Any executive position, like a mayor or a prime minister, should be appointed by  the legislature and serve at its pleasure. The present mayor of Toronto is  the best illustration of the necessity of that principle. Following from that, no one person can effectively represent any geographical area. It is held that  at least three people from a district is necessary to insure that the range of opinion in  the district is adequately represented.

Following from that, the makeup of the legislature must closely follow the actual popular vote. Exact proportionality is not important; functional proportionality is. Following from this, and from the trend throughout the English speaking, common law world, the only real debate about voting  reform is between  the Mixed member proportional (MPP) system or the Single Transferable Vote (STV) system. Preferential ballot is not of the question, not serious.

But  this brings me to a problem  with voting reform  that is not talked about enough by either proponents or opponents of voting reform. That is the difference between what is important to the public and to the political classes.

Probably the biggest single reason why the public is so detached from politics is that it is mostly about  things which do not interest most people. That, and the frantically partisan way politics is conducted. This is because democratic  discussion and process is dominated by a small political class of about 2.5% of the population who are highly ideological thinkers.

These are the people who tend to dogmatize and personalize politics. It is all about getting their team and their candidate elected, and getting what they and their supporters want. Underlying philosophical principles are forgotten about or simplified into  infantile dogma.

So, political people tend to support single member  constituencies, so they can get their guy, their gal, into office and control  a given area totally, excluding the opponents from access to government. But the public is generally interested in ideas. They expect parties to actually be interested in the ideas they present themselves as being about. This is why most people who vote do not know the name of their representative, but know what party they voted for.

A proportional voting system is for the public. It tends to get them somebody in government who is on their side, when they need assistance. It tends to get them parties which actually try to pursue the principles they claim to be about, rather  than just seeking power for their supporters, and which are then somewhat predictable. It also gets them government policies based on a sense of the public will, because they must be developed from compromise among competing ideals.
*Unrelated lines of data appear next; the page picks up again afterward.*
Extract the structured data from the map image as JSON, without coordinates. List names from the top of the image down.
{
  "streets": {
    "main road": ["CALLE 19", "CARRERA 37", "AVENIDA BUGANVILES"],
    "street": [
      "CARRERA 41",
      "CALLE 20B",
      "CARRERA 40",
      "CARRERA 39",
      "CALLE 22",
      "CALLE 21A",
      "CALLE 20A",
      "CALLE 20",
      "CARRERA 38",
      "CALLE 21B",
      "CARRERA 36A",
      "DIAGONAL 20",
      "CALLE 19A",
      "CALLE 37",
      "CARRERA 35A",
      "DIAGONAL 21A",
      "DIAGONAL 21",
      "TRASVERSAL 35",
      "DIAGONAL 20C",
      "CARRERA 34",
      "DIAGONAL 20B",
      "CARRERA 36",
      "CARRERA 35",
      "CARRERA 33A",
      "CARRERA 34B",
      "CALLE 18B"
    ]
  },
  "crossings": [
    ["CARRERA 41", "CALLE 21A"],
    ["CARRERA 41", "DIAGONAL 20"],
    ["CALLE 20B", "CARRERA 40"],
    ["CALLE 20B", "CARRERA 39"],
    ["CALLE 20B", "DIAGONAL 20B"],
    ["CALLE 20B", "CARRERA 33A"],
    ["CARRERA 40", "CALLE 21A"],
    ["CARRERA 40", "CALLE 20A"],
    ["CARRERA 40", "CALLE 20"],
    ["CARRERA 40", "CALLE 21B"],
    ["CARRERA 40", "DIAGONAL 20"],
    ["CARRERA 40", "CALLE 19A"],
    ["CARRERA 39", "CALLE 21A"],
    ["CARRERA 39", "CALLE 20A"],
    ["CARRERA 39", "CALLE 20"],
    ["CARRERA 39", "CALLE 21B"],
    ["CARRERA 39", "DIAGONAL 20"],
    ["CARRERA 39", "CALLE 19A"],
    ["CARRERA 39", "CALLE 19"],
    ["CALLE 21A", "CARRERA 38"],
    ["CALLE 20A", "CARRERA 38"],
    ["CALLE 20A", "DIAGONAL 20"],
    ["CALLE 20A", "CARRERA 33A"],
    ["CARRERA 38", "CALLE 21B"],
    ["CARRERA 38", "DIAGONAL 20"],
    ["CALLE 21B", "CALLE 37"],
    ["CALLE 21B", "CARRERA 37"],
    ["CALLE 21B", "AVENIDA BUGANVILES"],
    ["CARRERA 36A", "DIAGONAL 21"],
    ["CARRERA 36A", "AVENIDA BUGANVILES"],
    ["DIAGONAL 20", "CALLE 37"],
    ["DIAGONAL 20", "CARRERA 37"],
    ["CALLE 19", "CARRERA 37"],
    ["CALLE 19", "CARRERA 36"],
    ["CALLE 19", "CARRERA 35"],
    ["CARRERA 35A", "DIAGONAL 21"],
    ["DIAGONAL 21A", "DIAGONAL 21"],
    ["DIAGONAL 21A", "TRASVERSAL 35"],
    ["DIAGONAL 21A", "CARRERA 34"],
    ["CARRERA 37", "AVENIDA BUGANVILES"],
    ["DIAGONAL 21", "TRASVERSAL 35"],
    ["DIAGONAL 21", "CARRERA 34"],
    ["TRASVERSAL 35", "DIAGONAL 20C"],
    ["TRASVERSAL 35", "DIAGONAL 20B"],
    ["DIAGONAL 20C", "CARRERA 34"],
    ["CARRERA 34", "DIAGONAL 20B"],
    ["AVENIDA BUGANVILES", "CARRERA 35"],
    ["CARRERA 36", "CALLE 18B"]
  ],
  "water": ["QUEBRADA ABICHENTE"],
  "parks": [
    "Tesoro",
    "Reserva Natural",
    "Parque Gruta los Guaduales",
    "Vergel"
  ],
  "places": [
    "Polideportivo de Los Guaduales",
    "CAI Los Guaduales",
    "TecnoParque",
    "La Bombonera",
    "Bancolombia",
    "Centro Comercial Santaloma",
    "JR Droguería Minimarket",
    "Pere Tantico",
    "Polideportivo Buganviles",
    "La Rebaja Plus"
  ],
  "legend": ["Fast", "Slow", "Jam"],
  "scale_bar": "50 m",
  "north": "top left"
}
Our present plurality system is made for professional politicians and those with special interests to protect. It is designed for oligarchy, not  real democracy. A preferential system would lock in oligarchy by locking in a two party system. There will not be much difference between the two parties.

There is the basis for discussion about voting reform. This  forum seems to be about discussing Proportional Representation from within the Liberal party, although the moderators seem a bit defeatist about it.  Given the way the Preferential Ballot pushers  have been seen to operate, they will have to be  fairly tough if this forum is to be any use.

But that is the rule for any kind of forum. We live  in a world of ideological control and information warfare. Professional trolls are paid to work on internet discussions and reinforce the perception  management of fake media and fake social movements. As with live discussions, internet discourses have no value without intelligent conveners who can screen out the trolls.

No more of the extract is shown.